C’est une nouvelle qui glace le sang dans une ville déjà meurtrie par l’instabilité. Ce dimanche 17 mai 2026, le mouvement rebelle AFC-M23 a confirmé qu’un cas de maladie à virus Ebola a été détecté à Goma, chef-lieu de la province du Nord-Kivu. L’annonce, portée par son porte-parole Lawrence Kanyuka, replace le virus Ebola RDC au cœur de l’actualité sanitaire, alors que la région reste piégée dans un cycle de violences et de déplacements massifs.

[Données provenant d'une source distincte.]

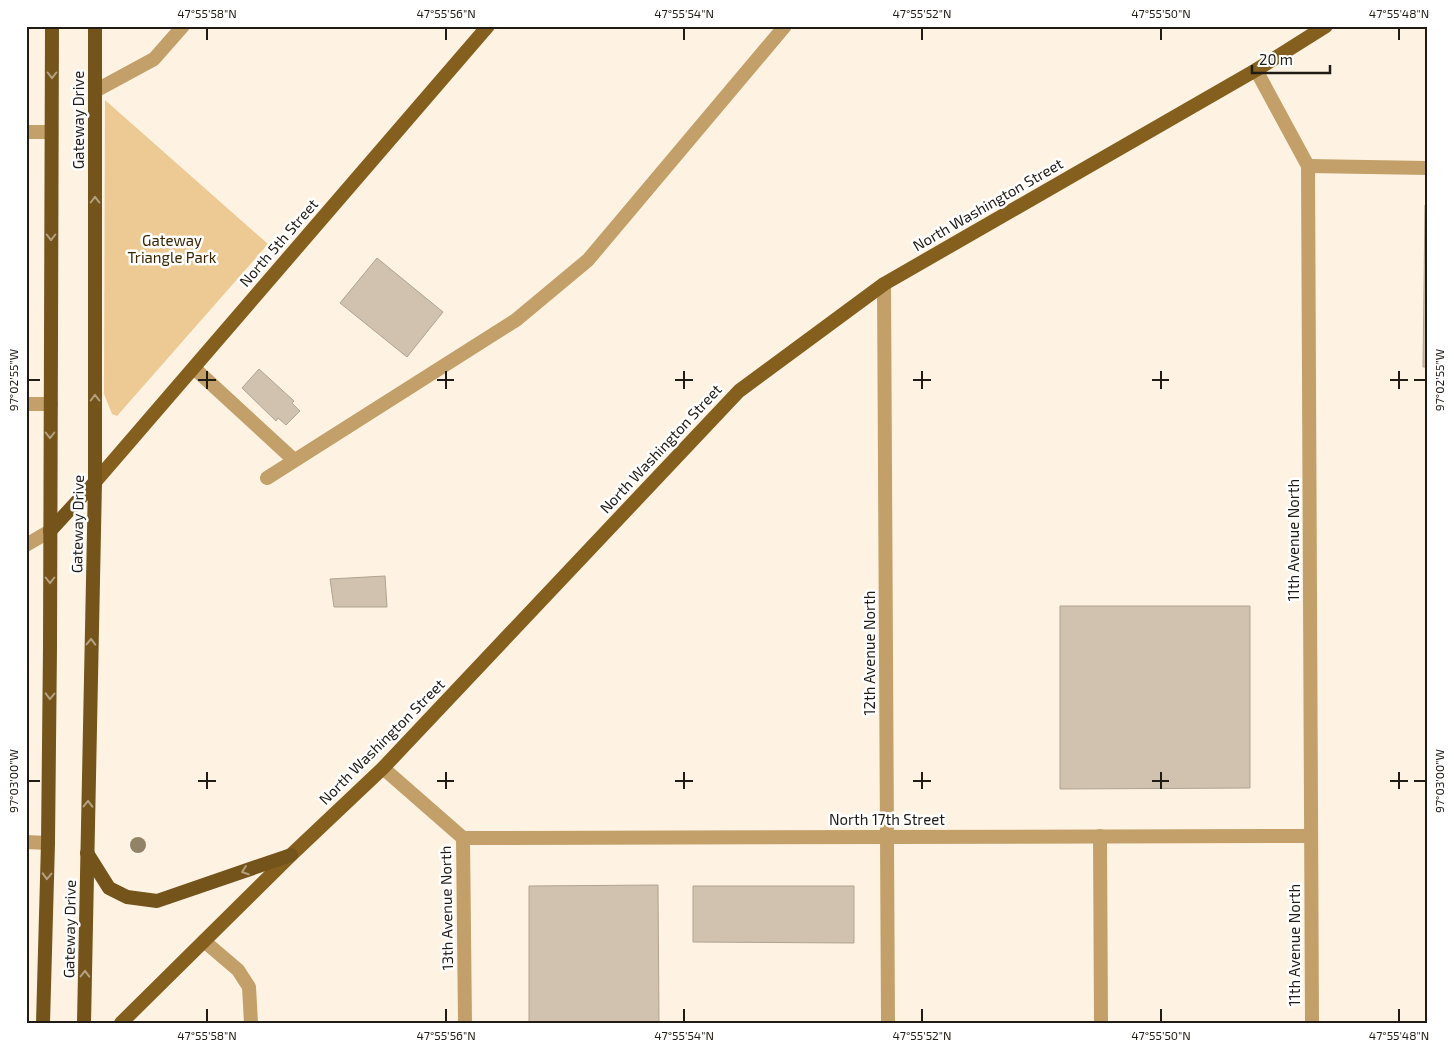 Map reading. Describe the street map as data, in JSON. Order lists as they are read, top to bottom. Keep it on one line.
{"streets":{"highway":["Gateway Drive"],"main road":["North Washington Street","North 5th Street"],"street":["11th Avenue North","12th Avenue North","North 17th Street","13th Avenue North"]},"crossings":[["Gateway Drive","North 5th Street"],["North Washington Street","11th Avenue North"],["North Washington Street","12th Avenue North"],["North Washington Street","13th Avenue North"],["11th Avenue North","North 17th Street"],["12th Avenue North","North 17th Street"],["North 17th Street","13th Avenue North"]],"parks":["Gateway Triangle Park"],"scale_bar":"20 m","coordinates":["47°55'58\"N","47°55'56\"N","47°55'54\"N","47°55'52\"N","47°55'50\"N","47°55'48\"N","97°02'55\"W","97°03'00\"W"]}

À peine le diagnostic posé, les rouages de la riposte sanitaire Ebola se sont enclenchés. Selon le communiqué de l’AFC-M23, le patient a été immédiatement isolé et reçoit des soins sous stricte surveillance. Une course contre la montre s’engage désormais pour remonter la chaîne de transmission : des équipes spécialisées sillonnent déjà les quartiers pour identifier toutes les personnes entrées en contact avec le malade. Imaginez un filet invisible qui doit capturer le virus avant qu’il ne se dissémine. Ce traçage, aussi méticuleux que vital, est la pierre angulaire de la lutte contre les fièvres hémorragiques.
Mais comment contenir Ebola dans une ville surpeuplée, où l’accès à l’eau potable reste un luxe et où les rumeurs circulent plus vite que les messages de prévention ? Les spécialistes le savent : sans une adhésion communautaire totale, le virus trouve toujours une faille. L’AFC-M23 a donc mis sur pied une cellule spéciale de riposte, associant experts en santé publique, leaders locaux et partenaires humanitaires. Une coordination inédite sous l’autorité d’un groupe armé, mais indispensable pour éviter une épidémie Nord-Kivu de grande ampleur.
Le contexte sécuritaire ajoute une couche de complexité dramatique. Depuis des mois, les populations civiles endurent des attaques répétées des ADF et d’autres milices comme la CODECO ou le groupe Zaïre. Des villages entiers se vident, poussant des milliers de familles vers des camps de déplacés où la promiscuité devient un terreau fertile pour le virus. Dans ces conditions, la surveillance épidémiologique relève du défi permanent. Chaque symptôme suspect peut être confondu avec le paludisme ou la typhoïde, retardant l’alerte.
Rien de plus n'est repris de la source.